Despite being hunched in the doorway, heavy brown tweed coat covering his frame, you could tell the robust man behind the medals had a commanding stature.
The flat cap on his broad head looked ready to topple off, but somehow it stayed intact, although not quite managing to contain the long, wiry, grey hair that lay beneath, merging in with the coarser hair of the equally wiry and grey, overgrown beard.
His eyes were bright, probably too bright (alcohol maybe?), looking out on the passers by.
As I walked towards Euston Square and first spotted the words ‘EX BRITISH ARMY’ I nearly stopped dead.
Someone who has fought for our Country, how can they be on the street, homeless, fighting a different fight, just to get a few pounds to have basic needs of food and drink met.
Why? How did this happen?
Passers by passing by, not even noticing or maybe not realising the significance. THIS MAN FOUGHT FOR US! FOR OUR COUNTRY! And yet here he is, on the streets of London, begging for food..
What’s gone wrong with the justice system in this Country; to looking after those who have looked after us, those who made sure we stayed free and able to live the lives we are leading today.

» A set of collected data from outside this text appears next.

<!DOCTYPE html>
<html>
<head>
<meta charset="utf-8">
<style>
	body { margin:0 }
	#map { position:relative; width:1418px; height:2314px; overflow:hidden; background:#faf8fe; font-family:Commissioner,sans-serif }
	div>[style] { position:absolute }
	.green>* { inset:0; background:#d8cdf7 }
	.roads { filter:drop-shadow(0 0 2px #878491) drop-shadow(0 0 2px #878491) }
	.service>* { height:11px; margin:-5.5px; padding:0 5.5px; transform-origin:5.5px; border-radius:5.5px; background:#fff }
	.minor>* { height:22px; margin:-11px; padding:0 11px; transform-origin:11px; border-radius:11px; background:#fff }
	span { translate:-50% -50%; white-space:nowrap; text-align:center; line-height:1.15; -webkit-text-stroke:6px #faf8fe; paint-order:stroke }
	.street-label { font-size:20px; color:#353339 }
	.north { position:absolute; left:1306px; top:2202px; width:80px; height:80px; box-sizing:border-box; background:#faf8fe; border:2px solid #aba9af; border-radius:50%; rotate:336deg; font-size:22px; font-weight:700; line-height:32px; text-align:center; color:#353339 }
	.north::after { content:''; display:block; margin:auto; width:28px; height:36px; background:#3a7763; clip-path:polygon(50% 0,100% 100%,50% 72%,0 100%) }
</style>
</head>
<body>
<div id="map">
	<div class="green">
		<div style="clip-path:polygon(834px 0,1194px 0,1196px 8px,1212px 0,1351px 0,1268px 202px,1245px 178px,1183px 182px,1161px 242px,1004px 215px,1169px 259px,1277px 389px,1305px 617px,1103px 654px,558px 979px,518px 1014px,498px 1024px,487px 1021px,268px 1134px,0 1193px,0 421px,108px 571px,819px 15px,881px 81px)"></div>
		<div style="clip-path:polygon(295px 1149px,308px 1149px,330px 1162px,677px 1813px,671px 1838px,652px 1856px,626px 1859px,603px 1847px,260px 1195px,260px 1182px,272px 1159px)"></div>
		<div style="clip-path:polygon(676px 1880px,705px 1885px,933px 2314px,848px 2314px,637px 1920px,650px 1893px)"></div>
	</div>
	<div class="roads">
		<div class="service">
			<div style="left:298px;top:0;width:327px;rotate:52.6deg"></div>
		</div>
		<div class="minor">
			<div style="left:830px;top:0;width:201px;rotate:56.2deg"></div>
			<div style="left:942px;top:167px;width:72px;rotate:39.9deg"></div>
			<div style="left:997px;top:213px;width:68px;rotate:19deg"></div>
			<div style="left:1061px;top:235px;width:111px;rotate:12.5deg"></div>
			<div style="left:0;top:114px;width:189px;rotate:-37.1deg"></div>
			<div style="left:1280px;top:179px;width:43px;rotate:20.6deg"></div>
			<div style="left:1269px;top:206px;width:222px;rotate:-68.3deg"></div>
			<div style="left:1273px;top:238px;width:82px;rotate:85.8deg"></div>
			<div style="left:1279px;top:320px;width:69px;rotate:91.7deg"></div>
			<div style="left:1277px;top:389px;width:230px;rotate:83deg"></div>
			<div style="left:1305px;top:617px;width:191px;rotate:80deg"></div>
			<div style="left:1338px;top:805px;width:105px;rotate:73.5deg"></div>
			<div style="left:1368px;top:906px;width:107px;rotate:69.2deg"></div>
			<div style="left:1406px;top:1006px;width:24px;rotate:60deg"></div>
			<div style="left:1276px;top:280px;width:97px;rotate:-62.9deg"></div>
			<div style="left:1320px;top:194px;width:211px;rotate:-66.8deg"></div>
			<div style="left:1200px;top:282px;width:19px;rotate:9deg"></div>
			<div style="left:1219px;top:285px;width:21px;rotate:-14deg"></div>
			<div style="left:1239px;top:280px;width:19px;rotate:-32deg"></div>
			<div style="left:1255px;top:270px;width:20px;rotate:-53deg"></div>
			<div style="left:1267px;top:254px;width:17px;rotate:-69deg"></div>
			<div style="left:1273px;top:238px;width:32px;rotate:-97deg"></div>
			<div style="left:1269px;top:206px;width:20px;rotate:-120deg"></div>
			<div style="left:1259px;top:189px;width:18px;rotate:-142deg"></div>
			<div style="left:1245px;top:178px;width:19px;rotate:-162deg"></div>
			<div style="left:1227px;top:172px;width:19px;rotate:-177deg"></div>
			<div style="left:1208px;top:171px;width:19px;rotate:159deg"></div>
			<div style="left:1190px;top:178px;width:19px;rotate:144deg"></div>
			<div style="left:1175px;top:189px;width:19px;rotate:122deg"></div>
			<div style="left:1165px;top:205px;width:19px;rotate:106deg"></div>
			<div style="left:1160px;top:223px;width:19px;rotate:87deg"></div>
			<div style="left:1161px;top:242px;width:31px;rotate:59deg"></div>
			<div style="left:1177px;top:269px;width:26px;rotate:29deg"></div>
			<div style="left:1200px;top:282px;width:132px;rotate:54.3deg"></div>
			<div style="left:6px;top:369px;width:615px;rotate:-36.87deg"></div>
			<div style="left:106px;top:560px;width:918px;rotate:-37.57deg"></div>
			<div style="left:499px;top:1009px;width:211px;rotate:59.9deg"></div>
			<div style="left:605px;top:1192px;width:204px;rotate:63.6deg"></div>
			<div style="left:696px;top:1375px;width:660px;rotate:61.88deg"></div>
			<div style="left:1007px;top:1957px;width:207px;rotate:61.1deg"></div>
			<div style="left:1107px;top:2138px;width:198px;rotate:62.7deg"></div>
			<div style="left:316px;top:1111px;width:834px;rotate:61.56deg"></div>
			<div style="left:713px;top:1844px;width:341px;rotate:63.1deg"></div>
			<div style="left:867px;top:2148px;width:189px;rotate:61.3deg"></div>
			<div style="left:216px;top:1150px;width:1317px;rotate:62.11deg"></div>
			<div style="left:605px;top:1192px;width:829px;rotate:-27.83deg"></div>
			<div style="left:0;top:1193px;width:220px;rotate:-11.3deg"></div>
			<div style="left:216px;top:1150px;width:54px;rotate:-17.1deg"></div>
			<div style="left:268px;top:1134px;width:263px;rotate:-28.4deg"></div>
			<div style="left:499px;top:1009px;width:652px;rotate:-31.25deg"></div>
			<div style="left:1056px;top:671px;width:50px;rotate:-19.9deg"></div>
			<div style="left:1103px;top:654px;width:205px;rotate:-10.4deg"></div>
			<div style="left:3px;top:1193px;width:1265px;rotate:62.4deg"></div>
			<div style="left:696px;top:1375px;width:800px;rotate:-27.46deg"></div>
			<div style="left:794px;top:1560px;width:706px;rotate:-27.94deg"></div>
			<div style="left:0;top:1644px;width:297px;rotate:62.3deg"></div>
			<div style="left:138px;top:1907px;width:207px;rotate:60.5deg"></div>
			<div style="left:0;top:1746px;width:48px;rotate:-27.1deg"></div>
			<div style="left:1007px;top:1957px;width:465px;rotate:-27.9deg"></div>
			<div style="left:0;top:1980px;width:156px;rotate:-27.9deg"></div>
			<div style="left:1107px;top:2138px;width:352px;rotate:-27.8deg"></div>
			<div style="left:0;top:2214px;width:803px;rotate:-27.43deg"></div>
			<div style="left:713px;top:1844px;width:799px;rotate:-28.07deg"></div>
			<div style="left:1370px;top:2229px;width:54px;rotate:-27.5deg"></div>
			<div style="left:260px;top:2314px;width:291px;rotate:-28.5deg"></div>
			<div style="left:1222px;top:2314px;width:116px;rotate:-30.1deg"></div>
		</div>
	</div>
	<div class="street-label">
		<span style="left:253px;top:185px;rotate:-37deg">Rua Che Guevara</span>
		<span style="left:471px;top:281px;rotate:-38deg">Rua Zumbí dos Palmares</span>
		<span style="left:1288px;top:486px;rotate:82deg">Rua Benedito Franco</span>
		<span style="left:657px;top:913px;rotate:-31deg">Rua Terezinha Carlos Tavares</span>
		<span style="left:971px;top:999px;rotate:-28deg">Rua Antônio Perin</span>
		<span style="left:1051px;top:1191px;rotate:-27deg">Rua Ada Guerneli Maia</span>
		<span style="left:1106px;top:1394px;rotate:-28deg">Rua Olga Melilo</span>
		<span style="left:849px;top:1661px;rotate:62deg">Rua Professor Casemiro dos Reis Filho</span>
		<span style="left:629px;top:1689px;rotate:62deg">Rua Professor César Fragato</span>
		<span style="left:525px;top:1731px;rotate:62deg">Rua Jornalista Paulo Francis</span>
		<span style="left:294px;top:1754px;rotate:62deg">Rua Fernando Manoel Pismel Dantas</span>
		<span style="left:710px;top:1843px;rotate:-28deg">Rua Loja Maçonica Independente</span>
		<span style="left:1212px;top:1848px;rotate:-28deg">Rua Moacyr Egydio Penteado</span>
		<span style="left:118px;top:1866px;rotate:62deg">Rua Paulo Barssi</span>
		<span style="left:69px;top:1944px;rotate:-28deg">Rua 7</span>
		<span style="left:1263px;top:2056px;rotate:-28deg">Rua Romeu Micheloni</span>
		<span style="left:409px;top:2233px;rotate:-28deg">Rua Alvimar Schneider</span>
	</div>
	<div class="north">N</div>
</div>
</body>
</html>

Giving this man loose change felt like I was insulting him, like I was belittling where he had come from and where he had been, but he was desperate. He so very clearly needed all the loose change he could get.
As I carried on my journey to work, and saw other homeless people – one was a regular outside Farringdon station, a man in his late fifties, with his devoted dog; he too wore a long beard but was half the size of the ex Army man, this man was curled up in his usual place of sleep, right on the corner but in a sheltered spot, away from any harsh winds – I wondered what their stories were, why did things get so very bad that they have ended up living on the streets. It made me realise that anyone could be just a few months away from being homeless.
Mortgaged to the hilt, you lose your job in the recession. No savings to fall back on, and no jobs around, you fall behind on mortgage payments – you aren’t insured for your mortgage, you didn’t know you could be and you certainly didn’t think it was necessary! You are forced to try to sell your house, but it’s not that easy. The Market is slow and there are no buyers. Your house is repossessed and you have nowhere to go.
I don’t know how the Councils housing process works, but the above is a feasible situation. Throw into the mix that there are no options with family or friends and before you know it, you could be on the street.
A sobering thought. As I walked into my place of work, I felt grateful for all that I had but also made a mental note to call a Financial Advisor.